Workflow Publishing and Discovery with KG: Old-School Astronomer Guide #

Latest-Version https://github.com/oda-hub/workflow-discovery/, also deployed as https://odahub.io/

Purpose of this note #

We want to demostrate on concrete and scientifically-useful working examples how an astronomer, who might indeed have relatively little interest to look in the code, can leverage ODA Knowledge Base and Knowledge Graphs together with other valuable resources (especially Renku):

  • collaborate on workflows
  • discover and use ODA-built services
  • discovery and use our record of globally available web-based data analysis services
  • easily contribute your own analysis as web-servces
  • annotate your work in the ways ready for consumption by the synthetic astronomer robots, making some of the reasonable reasoning for scienstics, and most of all, support scientists with discovery space empowering their irreplacible scientific capacities.

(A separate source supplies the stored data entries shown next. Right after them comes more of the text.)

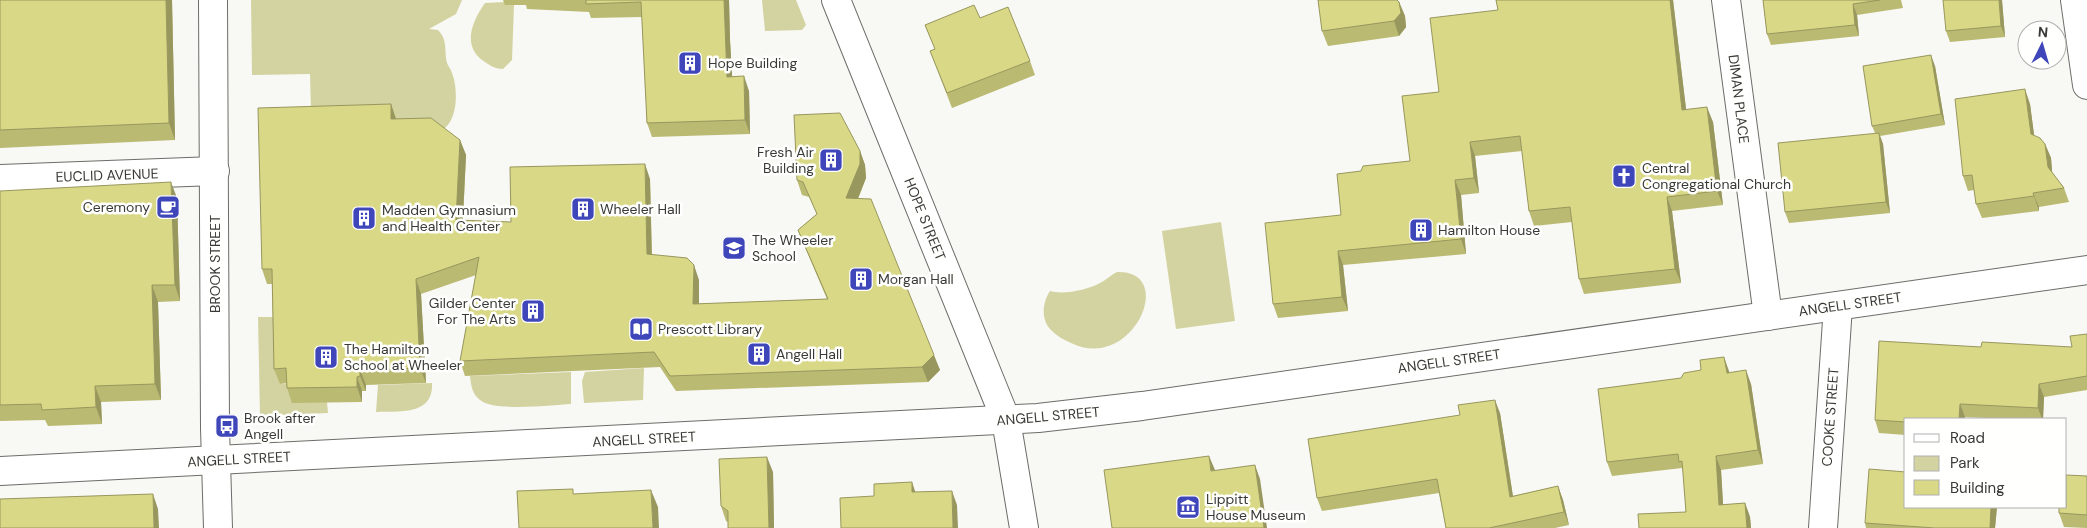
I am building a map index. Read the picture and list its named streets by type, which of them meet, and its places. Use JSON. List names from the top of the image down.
{
  "streets": {
    "main road": [
      "DIMAN PLACE",
      "EUCLID AVENUE",
      "HOPE STREET",
      "BROOK STREET",
      "ANGELL STREET",
      "COOKE STREET"
    ]
  },
  "crossings": [
    ["DIMAN PLACE", "ANGELL STREET"],
    ["EUCLID AVENUE", "BROOK STREET"],
    ["HOPE STREET", "ANGELL STREET"],
    ["BROOK STREET", "ANGELL STREET"],
    ["ANGELL STREET", "COOKE STREET"]
  ],
  "places": {
    "building": [
      "Hope Building",
      "Fresh Air Building",
      "Wheeler Hall",
      "Madden Gymnasium and Health Center",
      "Hamilton House",
      "Morgan Hall",
      "Gilder Center For The Arts",
      "Angell Hall",
      "The Hamilton School at Wheeler"
    ],
    "church": ["Central Congregational Church"],
    "cafe": ["Ceremony"],
    "school or university": ["The Wheeler School"],
    "library": ["Prescott Library"],
    "bus stop": ["Brook after Angell"],
    "museum": ["Lippitt House Museum"]
  },
  "legend": ["Road", "Park", "Building"],
  "north": "top"
}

It’s clear that much of this functionality is available in other frameworks, usually custom for purpose. We make use of many the re-usable open-source technologies, to support an ecosystem of tools and other developments, which can be re-used between some of our projects.

Developing the workflow #

The simplest way to build a workflow is to write a jupyter notebook. We will not go in every details here, see dedicated guide for step-by-step instructions.

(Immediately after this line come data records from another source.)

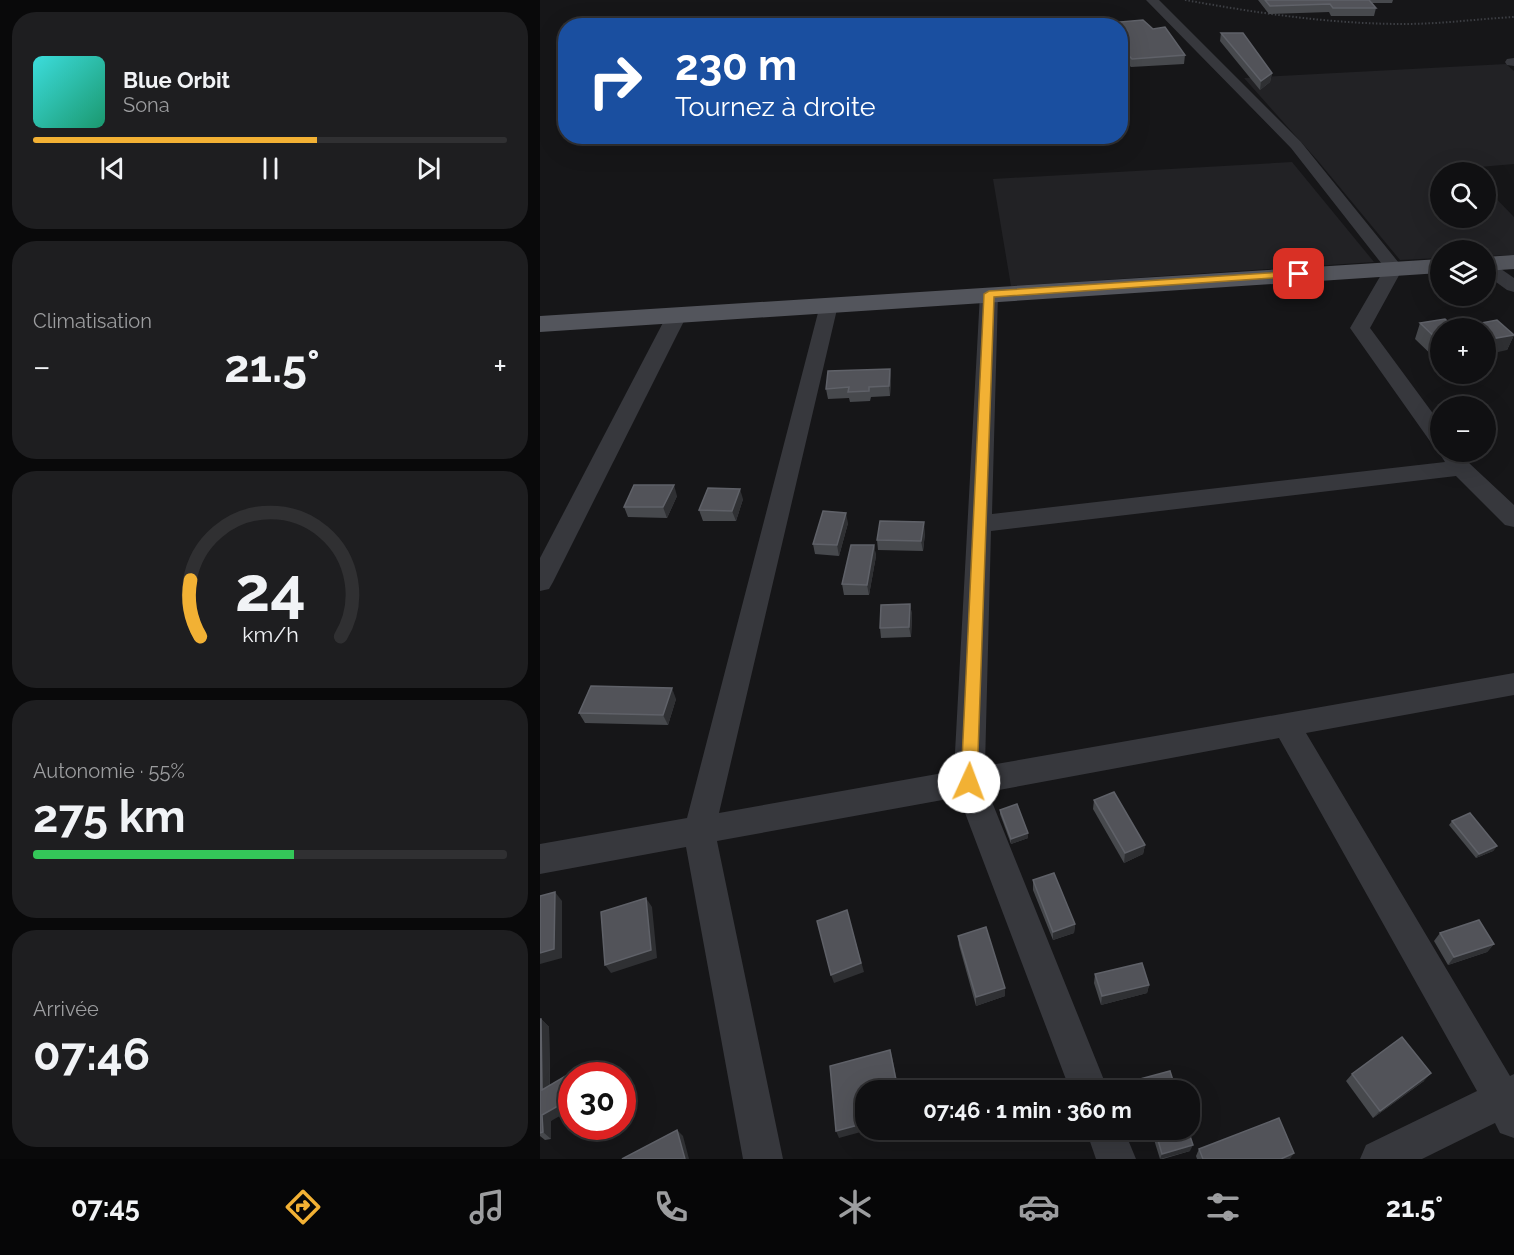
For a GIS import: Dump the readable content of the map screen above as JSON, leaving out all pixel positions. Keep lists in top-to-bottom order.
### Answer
{
  "page": {
    "turn": ["230 m", "Tournez à droite"],
    "song": ["Blue Orbit", "Sona"],
    "map_buttons": ["+", "−"],
    "tile": [
      "Climatisation",
      ["Autonomie · 55%", "275 km"],
      ["Arrivée", "07:46"]
    ],
    "heat": ["−", "21.5°", "+"],
    "limit": "30",
    "trip": "07:46 · 1 min · 360 m",
    "tabs": ["07:45", "21.5°"],
    "gauge": ["24", "km/h"]
  }
}
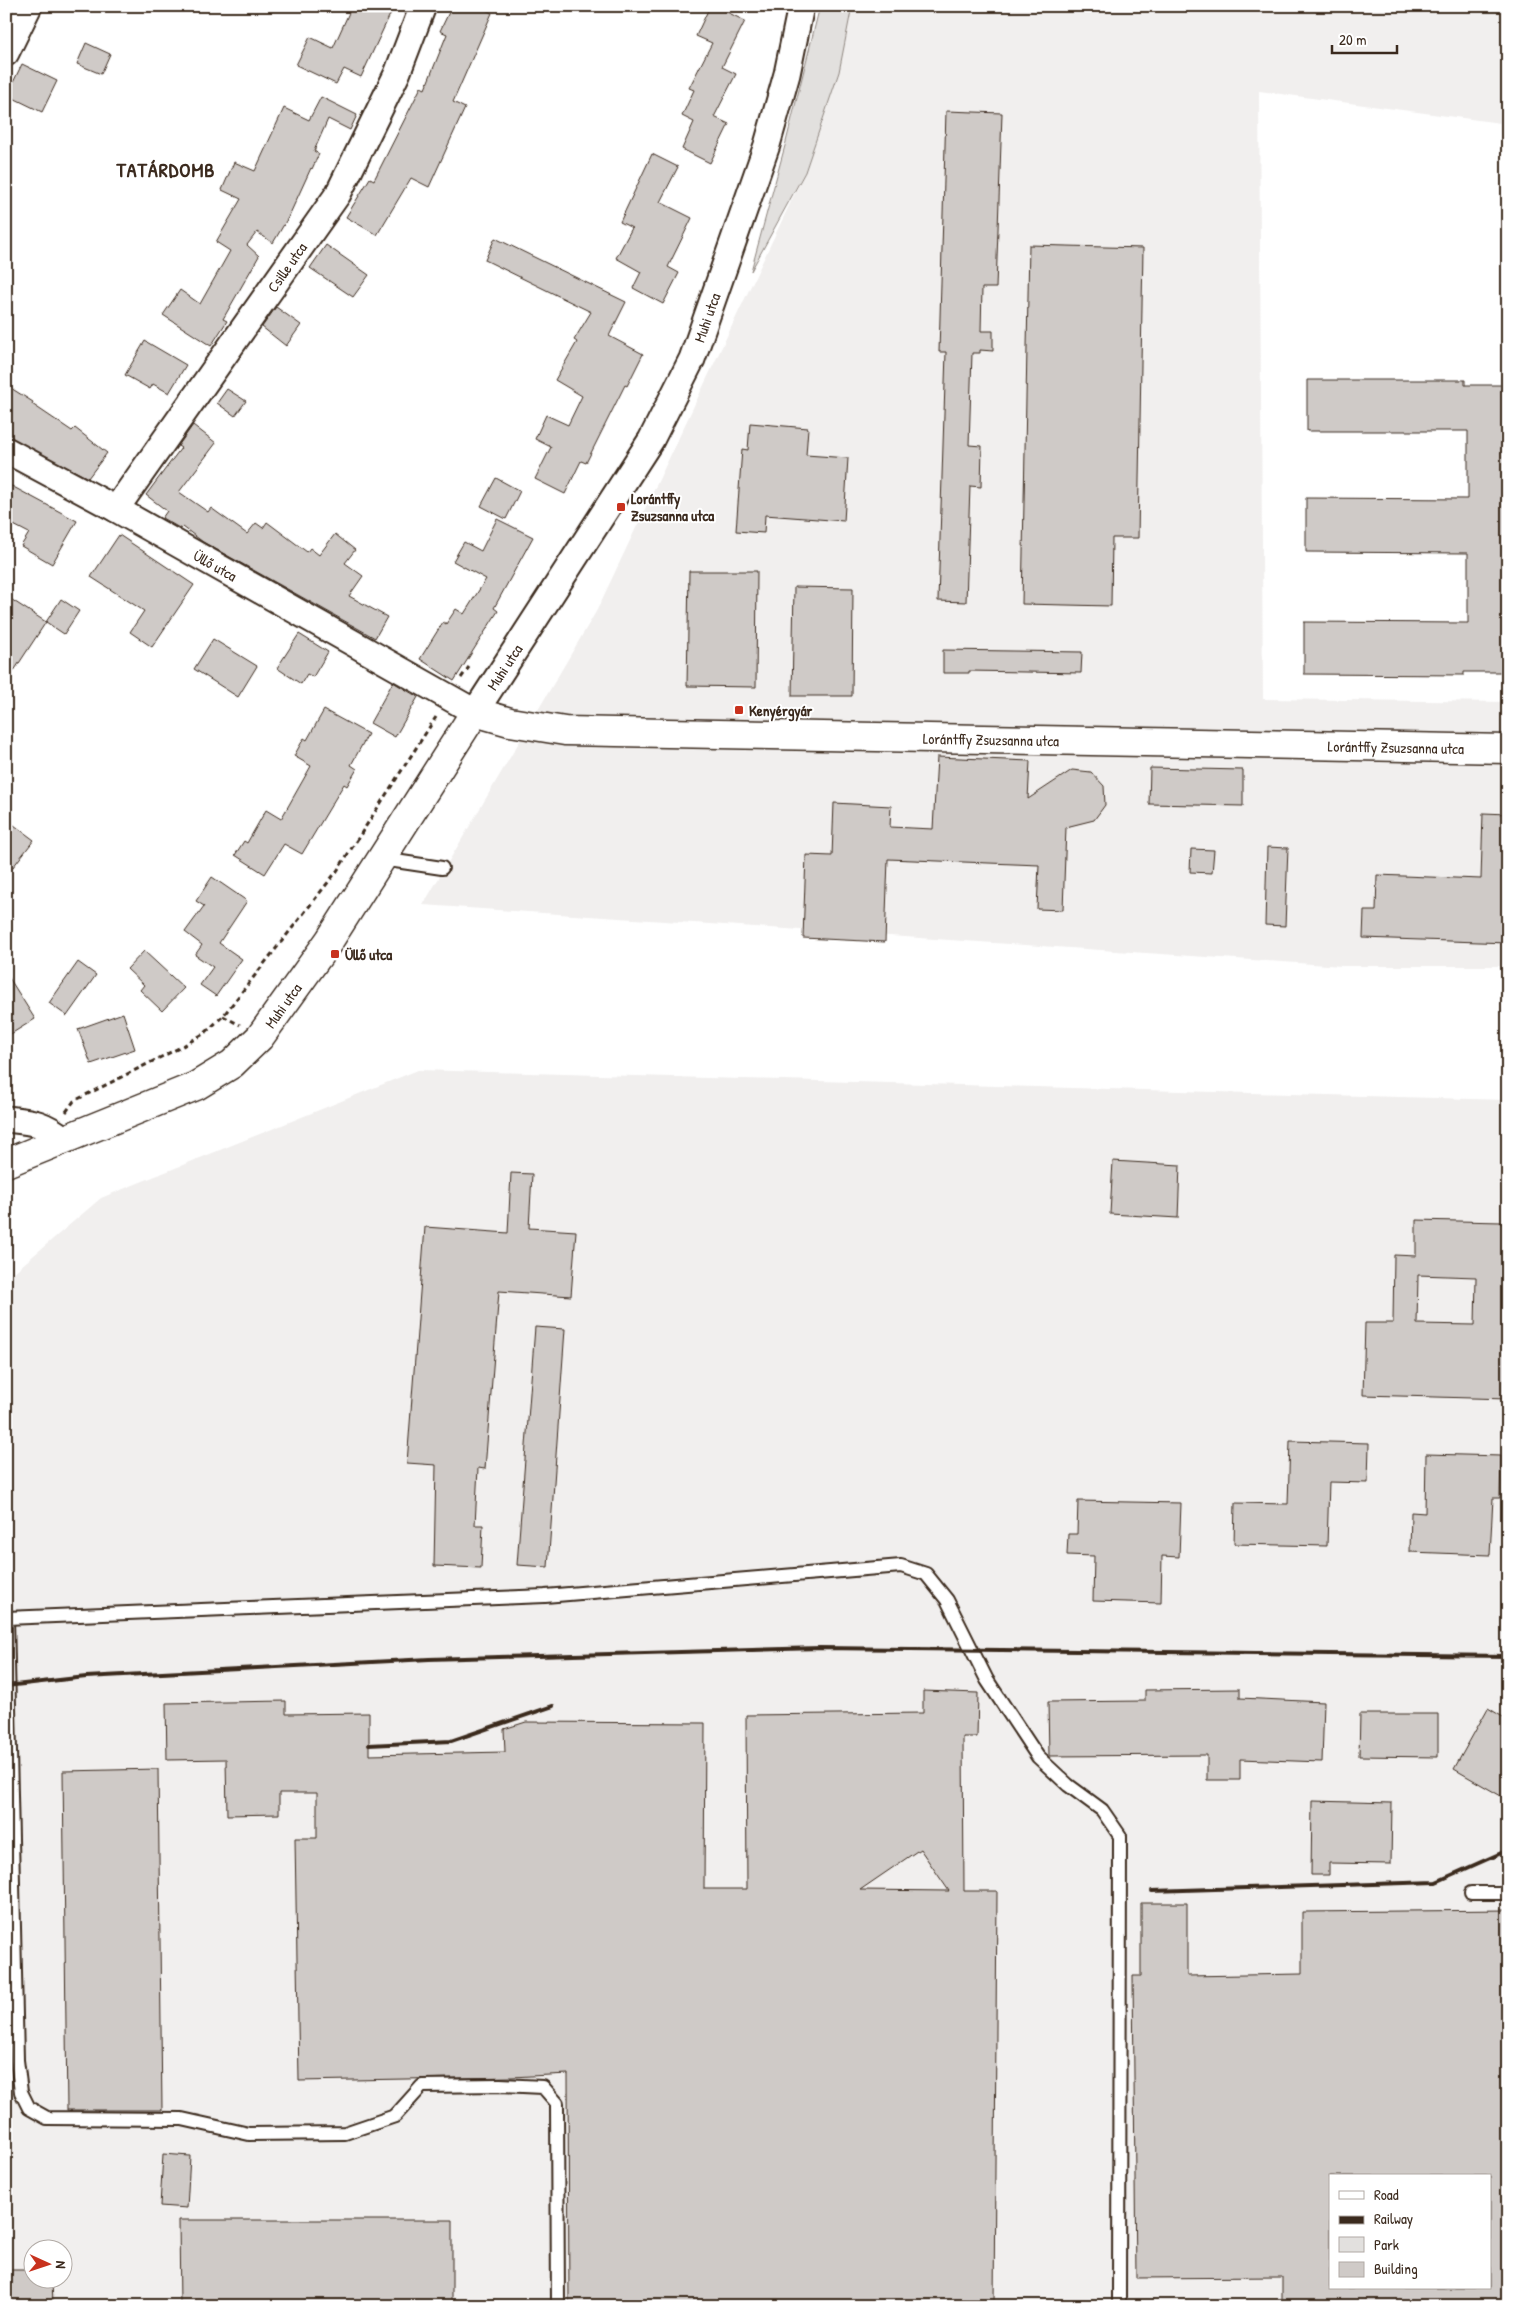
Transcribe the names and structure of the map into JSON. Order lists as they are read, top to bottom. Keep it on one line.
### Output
{"streets":{"main road":["Muhi utca","Lorántffy Zsuzsanna utca"],"street":["Csille utca","Üllő utca"]},"crossings":[["Csille utca","Üllő utca"],["Muhi utca","Üllő utca"],["Muhi utca","Lorántffy Zsuzsanna utca"],["Üllő utca","Lorántffy Zsuzsanna utca"]],"districts":["TATÁRDOMB"],"places":{"transit":["Lorántffy Zsuzsanna utca","Kenyérgyár","Üllő utca"]},"legend":["Road","Railway","Park","Building"],"scale_bar":"20 m","north":"right"}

Instead, this document here focuses on workflow annotation, publishing, and discovery. These features are powered by an RDF Knowledge Graph. What exactly is stored in the Knowledge Graph, is described by the ontologies (which are themselves stored in some KG).

Ontology #

We will describe here the simplest elements of the ontology, which are necessary for workflow annotation. We will not go into details about how to define various constrains and relations on/between things here.

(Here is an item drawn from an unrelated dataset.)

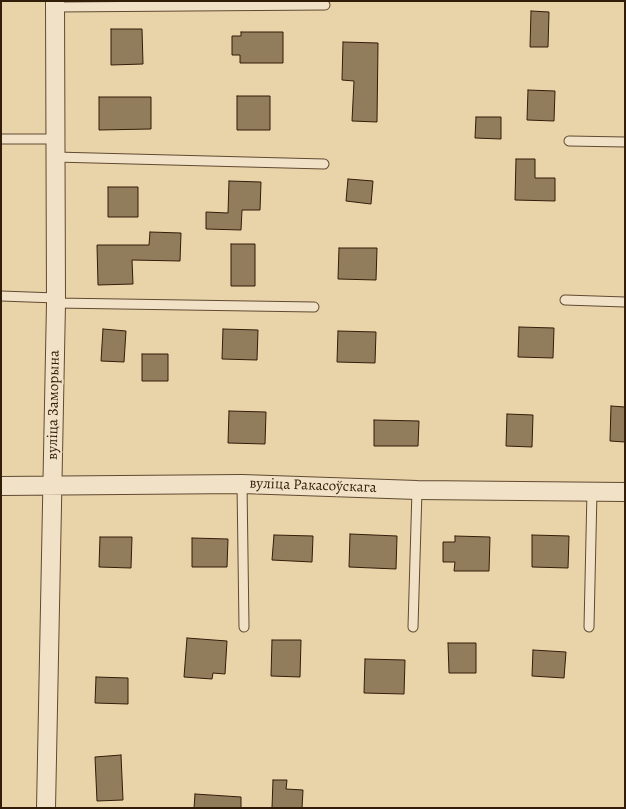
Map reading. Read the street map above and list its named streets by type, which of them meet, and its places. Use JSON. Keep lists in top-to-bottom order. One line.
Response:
{"streets":{"street":["вуліца Заморына","вуліца Ракасоўскага"]},"crossings":[["вуліца Заморына","вуліца Ракасоўскага"]]}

Ontology describes relations between some things, terms (represented as RDF URIs). URI can look like a URL, e.g. https://odahub.io/ontology/sources/Mrk421 (the URL may or may not be leading to a real location, although it generally should). The URI can be also shortened, assuming a namespace prefix:

PREFIX odaSources: <https://odahub.io/ontology/sources#>

(see some default list of prefixes here)

This way, https://odahub.io/ontology/sources/Mrk421 becomes odaSources:Mrk421.

It is necessary to annotate the workflow with these terms. Specifically, to make relations between the workflow and these terms. Relations have a form of simply propositions, expressed as subject-predicate-object triples.

For example

oda:sdssWorkflow oda:isImportantIn oda:radioAstronomy .

or

oda:sdssWorkflow astroquery:uses astroquery:sdssArchive .
oda:sdssWorkflow oda:isAbout odaSources:Mrk421 .

Consider that it is benefitial to use terms already used by other people, described in existing ontologies. This way we speak in the same language as other people, and will be able to more easily combine our resources. However, it can be quite an effort to understand what other people meant, which is necessary to use their terms correctly. This effort should be made conciously when possible. It is advisable to also discuss unclear points withing our group, and come to a common solution.

Particular attention should be paid to International Virtual Observatory (IVOA) vocabulaires. See their rdf vocabularies here: https://www.ivoa.net/rdf/index.html and references therein. Developments used in variety of tables managed by CDS-Strasbourg, where much of the needed terms for astrophysical entities can be found (one can start here).

It is however, often important to adopt project-specific narrowed-down scope. For example, our understanding of what an AGN is, may differ from that of CDS-Strasbourg. Which is why, in unclear cases, we should not hesitate to use custom terms, such as odaSources:AGN. Then, we can also model and encode equivalence between our own understanding of the AGN with that of CDS. For example, as so:

odaSources:Mrk421 oda:isSubclassOf odaSources:AGN .
odaSources:AGN oda:equivalentTo cds:AGN .

Later, these equivalences can be reduced under specific assumptions: for example some agent may assume that oda:equivalentTo implies literal substitution in all contexts.

Workflow inputs #

For our purposes, the most important workflow properties are set by their inputs and outputs.

We will use nb2workflow (commands below will need pip install nb2workflow) to add addition details and instrospection on the workflow notebooks.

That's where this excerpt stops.